But the new Carter did not confine himself to drawing a line in the Middle East; he also began reversing course in Central America. Earlier in his term, demonstrating that he really had overcome what still earlier he had dismissed as "that inordinate fear of communism which once led us to embrace any dictator who joined us in that fear," Mr. Carter helped topple an already tottering Somoza regime and enthusiastically threw his support to the new government in Nicaragua despite the fact that it was dominated by the openly communist Sandinistas. Now, when the Sandinistas began acting like communists by moving to eliminate all political opposition, the new Carter cut off American aid; simultaneously he sought to bolster the junta in El Salvador in its struggle against the guerrillas there who were linked to the Soviet Union through their Cuban and Nicaraguan supporters. Here too, then, a line was being drawn.
Finally, Mr. Carter combined these gestures with a heightened enthusiasm for military spending on the one hand and a correlative diminution of enthusiasm for arms control on the other. Having come into office in 1976 with a pledge to reduce the defense budget by at least five billion dollars, Mr. Carter three years later called for a five-percent increase in the defense budget; and having spent an enormous amount of time and energy pressing for the signing and ratification of the second Strategic Arms Limitation Talks treaty (SALT II), he now withdrew it from consideration by the Senate (where not even a Democratic majority could produce enough votes for ratification).
Welcome though all this was to dissident Democrats like myself, many of us interpreted it as an election-year accommodation to the new political climate in the United States which had first shown itself in the outburst of patriotic sentiment during the bicentennial celebrations of 1976 and which had erupted into blazing visibility after the seizure of the hostages in Iran and the Soviet invasion of Afghanistan.

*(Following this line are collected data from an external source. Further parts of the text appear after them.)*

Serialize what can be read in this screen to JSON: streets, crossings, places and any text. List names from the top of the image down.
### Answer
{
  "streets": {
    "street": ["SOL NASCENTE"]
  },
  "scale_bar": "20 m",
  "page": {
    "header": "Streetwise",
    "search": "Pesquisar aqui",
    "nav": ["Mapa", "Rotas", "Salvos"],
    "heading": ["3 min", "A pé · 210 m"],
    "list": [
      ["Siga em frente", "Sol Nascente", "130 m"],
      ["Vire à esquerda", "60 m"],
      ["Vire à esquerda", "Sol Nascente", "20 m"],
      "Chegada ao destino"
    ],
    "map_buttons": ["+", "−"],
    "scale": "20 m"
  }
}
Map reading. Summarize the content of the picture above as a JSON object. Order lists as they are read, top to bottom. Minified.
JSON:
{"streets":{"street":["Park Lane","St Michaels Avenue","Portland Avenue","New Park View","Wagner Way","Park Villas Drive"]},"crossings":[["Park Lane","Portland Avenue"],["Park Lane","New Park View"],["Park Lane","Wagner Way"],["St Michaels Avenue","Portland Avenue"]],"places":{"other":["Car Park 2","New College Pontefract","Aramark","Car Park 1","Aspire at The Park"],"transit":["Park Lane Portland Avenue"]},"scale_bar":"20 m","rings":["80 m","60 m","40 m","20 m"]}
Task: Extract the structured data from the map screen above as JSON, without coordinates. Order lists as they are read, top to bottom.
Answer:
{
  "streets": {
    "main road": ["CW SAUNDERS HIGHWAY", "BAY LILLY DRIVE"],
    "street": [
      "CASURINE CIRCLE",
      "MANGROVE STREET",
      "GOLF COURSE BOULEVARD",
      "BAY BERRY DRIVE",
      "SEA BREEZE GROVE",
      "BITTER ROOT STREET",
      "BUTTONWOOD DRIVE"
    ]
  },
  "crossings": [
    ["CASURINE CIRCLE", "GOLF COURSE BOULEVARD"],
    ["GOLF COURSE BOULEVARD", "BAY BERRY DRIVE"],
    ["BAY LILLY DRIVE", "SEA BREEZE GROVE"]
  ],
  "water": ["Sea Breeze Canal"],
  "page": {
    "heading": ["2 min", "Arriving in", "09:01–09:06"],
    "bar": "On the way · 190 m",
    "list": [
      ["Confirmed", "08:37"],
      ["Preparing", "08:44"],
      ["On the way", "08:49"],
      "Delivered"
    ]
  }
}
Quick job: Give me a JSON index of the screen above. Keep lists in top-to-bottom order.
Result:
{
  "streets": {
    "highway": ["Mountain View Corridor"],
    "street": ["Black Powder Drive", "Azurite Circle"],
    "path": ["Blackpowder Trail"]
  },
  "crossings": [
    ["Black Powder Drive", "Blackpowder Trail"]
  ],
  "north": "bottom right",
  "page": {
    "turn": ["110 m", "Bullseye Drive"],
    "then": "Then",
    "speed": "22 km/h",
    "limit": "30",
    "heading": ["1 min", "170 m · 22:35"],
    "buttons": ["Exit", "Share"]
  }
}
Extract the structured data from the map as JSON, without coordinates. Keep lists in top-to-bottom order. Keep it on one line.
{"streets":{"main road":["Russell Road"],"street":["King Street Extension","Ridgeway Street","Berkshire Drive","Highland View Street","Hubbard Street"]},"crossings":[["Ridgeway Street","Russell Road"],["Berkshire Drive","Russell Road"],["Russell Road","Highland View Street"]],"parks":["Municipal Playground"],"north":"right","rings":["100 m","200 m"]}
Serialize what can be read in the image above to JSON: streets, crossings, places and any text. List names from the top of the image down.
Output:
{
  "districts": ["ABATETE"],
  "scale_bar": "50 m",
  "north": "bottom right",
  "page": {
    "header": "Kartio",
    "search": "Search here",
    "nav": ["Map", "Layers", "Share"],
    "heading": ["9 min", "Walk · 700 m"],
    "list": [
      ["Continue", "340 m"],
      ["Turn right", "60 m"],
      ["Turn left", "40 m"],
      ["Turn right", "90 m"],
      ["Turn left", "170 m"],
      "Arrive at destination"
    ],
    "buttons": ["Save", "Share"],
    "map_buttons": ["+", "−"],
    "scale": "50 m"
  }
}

In any case, in Ronald Reagan, a former Democrat, we thought we had discovered a more legitimate heir to the mainstream Democratic tradition in foreign policy—the commitment to containment running from Truman through Kennedy, Johnson and Senator Henry M. Jackson—than Jimmy Carter, let alone Mr. Carter's leading Democratic rival, Senator Edward Kennedy. Whereas the Democrats of 1980 seemed to have lost the heady faith in American power expressed by Senator Kennedy's older brother John in 1960, Mr. Reagan wanted to "get the country moving again." In fact, Mr. Reagan could have run under that very slogan without striking a discordant note, since he was calling for the same kinds of policies that it had symbolized for Kennedy in 1960: repair of a military imbalance (the "missile gap" then, the "window of vulnerability" now); a tougher policy toward Soviet expansionism (beginning with this hemisphere—Cuba then, Central America now); and a more assertive American role "to assure," as Kennedy put it in his inaugural address, "the survival and the success of liberty." And when, in office, Mr. Reagan gave key positions to Democrats like Jeane Kirkpatrick, Eugene V. Rostow, Elliott Abrams, Richard Perle and Richard Pipes—all of whom had in one way or another been associated with Senator Jackson—he seemed to be forging a living link between the old Democratic mainstream and his own administration.
II
If, however, a good many of his Democratic supporters saw in Mr. Reagan the hope that the Republican Party would now assume the responsibility for containing Soviet expansionism that had originally been shouldered by the United States under Democratic leadership but that the Democrats since Vietnam had been increasingly eager to evade, others regarded him as the carrier of a quite different political tradition, and one more indigenous to the Republican Party. This was the tradition that regarded containment as a species of appeasement and that advocated a strategy aimed at the "rollback" of Soviet power and the "liberation" of its East European satellites.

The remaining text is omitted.